Momentum Investing: Strategies and Market Dynamics

by : Michele Ferrero

Richard Driehaus, renowned as the originator of momentum investing, established a strategy centered on acquiring stocks that exhibit robust upward price trends and maintaining them as long as this momentum persists. His methodology prioritizes small to mid-cap companies demonstrating accelerating earnings growth and a consistent track record of positive earnings surprises. Driehaus meticulously tracked four key indicators: unexpected positive earnings reports, rapid upward revisions in earnings forecasts, accelerating revenue and profit, and sustained, strong earnings expansion. He considered the first indicator, positive earnings surprises, to be particularly crucial.

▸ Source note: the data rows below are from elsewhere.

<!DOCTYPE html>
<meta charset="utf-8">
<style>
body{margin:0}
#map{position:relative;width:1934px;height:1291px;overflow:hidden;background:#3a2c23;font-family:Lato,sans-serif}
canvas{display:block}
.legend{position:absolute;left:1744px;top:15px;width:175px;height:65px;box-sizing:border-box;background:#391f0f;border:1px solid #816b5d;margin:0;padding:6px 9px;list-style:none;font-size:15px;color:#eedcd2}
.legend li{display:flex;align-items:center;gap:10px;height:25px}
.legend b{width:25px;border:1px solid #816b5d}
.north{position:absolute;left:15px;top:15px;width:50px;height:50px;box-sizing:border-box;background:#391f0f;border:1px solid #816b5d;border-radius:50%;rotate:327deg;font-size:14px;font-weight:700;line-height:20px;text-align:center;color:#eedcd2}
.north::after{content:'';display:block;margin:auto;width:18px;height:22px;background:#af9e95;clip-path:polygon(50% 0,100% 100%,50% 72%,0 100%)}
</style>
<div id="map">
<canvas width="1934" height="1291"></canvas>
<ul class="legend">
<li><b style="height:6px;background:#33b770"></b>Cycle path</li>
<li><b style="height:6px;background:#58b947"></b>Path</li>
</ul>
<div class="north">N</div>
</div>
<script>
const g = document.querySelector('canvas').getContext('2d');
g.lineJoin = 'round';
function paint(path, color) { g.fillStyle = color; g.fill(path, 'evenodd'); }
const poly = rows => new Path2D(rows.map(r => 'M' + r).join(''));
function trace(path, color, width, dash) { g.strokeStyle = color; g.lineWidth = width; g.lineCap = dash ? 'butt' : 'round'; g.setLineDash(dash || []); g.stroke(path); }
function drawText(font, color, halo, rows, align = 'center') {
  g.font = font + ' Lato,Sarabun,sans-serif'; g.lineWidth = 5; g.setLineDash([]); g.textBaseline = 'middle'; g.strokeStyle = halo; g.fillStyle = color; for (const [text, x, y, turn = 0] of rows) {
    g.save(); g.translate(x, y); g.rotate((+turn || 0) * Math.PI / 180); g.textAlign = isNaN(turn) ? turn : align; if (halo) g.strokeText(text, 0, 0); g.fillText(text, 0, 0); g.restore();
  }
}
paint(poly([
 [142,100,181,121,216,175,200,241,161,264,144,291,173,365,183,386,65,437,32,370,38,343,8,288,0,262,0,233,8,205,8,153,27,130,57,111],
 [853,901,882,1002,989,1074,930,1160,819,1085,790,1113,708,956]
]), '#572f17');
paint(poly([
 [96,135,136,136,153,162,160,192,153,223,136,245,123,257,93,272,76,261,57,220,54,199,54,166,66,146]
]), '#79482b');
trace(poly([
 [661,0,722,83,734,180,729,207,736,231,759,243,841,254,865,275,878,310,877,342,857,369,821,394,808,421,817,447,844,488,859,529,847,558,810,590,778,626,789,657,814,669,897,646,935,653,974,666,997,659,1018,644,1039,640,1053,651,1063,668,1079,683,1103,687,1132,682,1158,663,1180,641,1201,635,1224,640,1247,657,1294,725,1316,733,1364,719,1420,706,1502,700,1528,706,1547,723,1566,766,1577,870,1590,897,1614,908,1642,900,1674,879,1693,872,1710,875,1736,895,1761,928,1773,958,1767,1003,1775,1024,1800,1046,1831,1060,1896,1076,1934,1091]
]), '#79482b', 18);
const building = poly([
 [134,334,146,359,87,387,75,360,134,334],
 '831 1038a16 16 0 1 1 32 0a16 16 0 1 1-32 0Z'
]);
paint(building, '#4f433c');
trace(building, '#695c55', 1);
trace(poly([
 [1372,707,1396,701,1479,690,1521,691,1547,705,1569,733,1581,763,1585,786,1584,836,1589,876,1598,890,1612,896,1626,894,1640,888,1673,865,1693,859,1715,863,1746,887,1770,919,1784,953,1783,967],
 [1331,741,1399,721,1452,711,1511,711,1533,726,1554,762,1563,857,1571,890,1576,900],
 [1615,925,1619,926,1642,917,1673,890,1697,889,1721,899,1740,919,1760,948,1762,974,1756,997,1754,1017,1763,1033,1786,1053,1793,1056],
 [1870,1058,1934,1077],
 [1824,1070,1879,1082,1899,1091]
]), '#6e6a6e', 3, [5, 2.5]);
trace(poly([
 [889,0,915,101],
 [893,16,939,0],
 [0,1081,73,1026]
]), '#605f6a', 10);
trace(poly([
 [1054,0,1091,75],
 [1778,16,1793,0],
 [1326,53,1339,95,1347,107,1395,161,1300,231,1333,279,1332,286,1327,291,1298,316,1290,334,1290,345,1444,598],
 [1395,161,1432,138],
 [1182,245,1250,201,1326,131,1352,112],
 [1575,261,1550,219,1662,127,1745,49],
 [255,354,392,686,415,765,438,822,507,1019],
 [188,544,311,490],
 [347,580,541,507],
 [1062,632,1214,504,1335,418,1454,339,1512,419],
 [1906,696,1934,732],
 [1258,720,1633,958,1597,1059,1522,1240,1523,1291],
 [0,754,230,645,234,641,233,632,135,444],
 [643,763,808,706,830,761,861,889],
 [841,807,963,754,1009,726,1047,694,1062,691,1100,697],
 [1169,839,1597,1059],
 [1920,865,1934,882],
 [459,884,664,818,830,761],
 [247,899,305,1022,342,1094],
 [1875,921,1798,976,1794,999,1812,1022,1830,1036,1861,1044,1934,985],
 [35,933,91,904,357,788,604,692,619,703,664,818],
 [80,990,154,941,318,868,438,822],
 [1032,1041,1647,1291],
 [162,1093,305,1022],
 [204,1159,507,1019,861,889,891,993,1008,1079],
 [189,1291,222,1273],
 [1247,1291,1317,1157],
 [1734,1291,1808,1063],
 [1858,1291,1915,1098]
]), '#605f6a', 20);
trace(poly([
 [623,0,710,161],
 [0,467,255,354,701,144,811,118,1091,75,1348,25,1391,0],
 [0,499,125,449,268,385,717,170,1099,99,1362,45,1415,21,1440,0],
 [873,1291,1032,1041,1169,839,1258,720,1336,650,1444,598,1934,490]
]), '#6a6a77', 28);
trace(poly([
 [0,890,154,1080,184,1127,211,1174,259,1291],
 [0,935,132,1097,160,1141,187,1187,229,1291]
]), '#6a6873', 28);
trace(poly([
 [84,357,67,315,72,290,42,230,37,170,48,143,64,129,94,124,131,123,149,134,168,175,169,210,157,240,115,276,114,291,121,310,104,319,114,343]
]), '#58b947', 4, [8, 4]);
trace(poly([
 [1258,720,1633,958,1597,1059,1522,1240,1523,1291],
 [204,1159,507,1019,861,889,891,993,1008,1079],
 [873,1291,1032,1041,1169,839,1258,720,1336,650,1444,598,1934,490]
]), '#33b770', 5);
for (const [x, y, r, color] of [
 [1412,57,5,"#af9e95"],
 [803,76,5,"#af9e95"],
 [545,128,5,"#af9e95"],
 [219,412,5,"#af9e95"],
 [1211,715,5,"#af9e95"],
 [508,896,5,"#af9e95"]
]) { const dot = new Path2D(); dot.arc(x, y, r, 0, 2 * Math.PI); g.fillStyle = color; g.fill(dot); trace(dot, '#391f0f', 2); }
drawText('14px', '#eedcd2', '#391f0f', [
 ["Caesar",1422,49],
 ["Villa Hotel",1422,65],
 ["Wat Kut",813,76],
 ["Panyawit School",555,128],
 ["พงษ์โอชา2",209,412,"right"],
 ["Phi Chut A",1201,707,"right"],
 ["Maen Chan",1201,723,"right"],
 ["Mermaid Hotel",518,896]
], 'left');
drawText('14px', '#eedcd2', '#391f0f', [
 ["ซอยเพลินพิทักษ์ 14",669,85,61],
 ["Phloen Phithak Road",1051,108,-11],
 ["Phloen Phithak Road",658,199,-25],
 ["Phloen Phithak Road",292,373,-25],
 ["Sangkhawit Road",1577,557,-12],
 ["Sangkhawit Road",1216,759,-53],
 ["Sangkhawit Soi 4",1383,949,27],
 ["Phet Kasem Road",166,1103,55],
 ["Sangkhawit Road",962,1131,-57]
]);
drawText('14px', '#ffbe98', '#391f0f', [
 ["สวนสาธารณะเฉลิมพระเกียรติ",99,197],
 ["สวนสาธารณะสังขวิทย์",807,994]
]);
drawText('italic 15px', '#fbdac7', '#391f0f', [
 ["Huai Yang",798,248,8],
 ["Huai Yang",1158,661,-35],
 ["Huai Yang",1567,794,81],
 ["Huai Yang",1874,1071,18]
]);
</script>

Reflecting on market history, particularly the Japanese boom and bust in the late 1980s and the U.S. dot-com bubble around 2000, reveals a critical lesson: market downturns aren't solely triggered by overvaluation. A significant external catalyst, such as aggressive monetary policy tightening by central banks, has historically been necessary to halt such rallies. Despite concerns about overvalued markets, especially in U.S. equities, the current economic climate, marked by substantial household equity holdings and a shifting monetary policy focus away from inflation alone, suggests that momentum-driven trends could continue longer than anticipated. Consequently, investors must remain vigilant for subtle yet critical shifts in market sentiment.

A significant warning sign for momentum investors emerges when the market reacts negatively to earnings surprises that are merely positive, rather than substantially so. This indicates a heightened expectation from investors, and any failure to meet these elevated expectations can trigger a downturn. In response to potential market shifts and perceived overvaluation, especially in U.S. equities, prudent investors might adjust their portfolios by reducing exposure to highly-priced assets, reallocating investments to other regions like Europe or emerging markets, lowering overall equity risk, increasing holdings in commodities such as industrial metals, and diversifying into safe-haven assets like gold. These measures help mitigate risks while staying attuned to evolving market dynamics.

Understanding and adapting to these market signals, rather than strictly adhering to one investment philosophy, allows for more resilient and dynamic investment strategies. The ability to pivot based on macro-economic shifts and investor behavior is crucial for navigating volatile markets and achieving long-term success.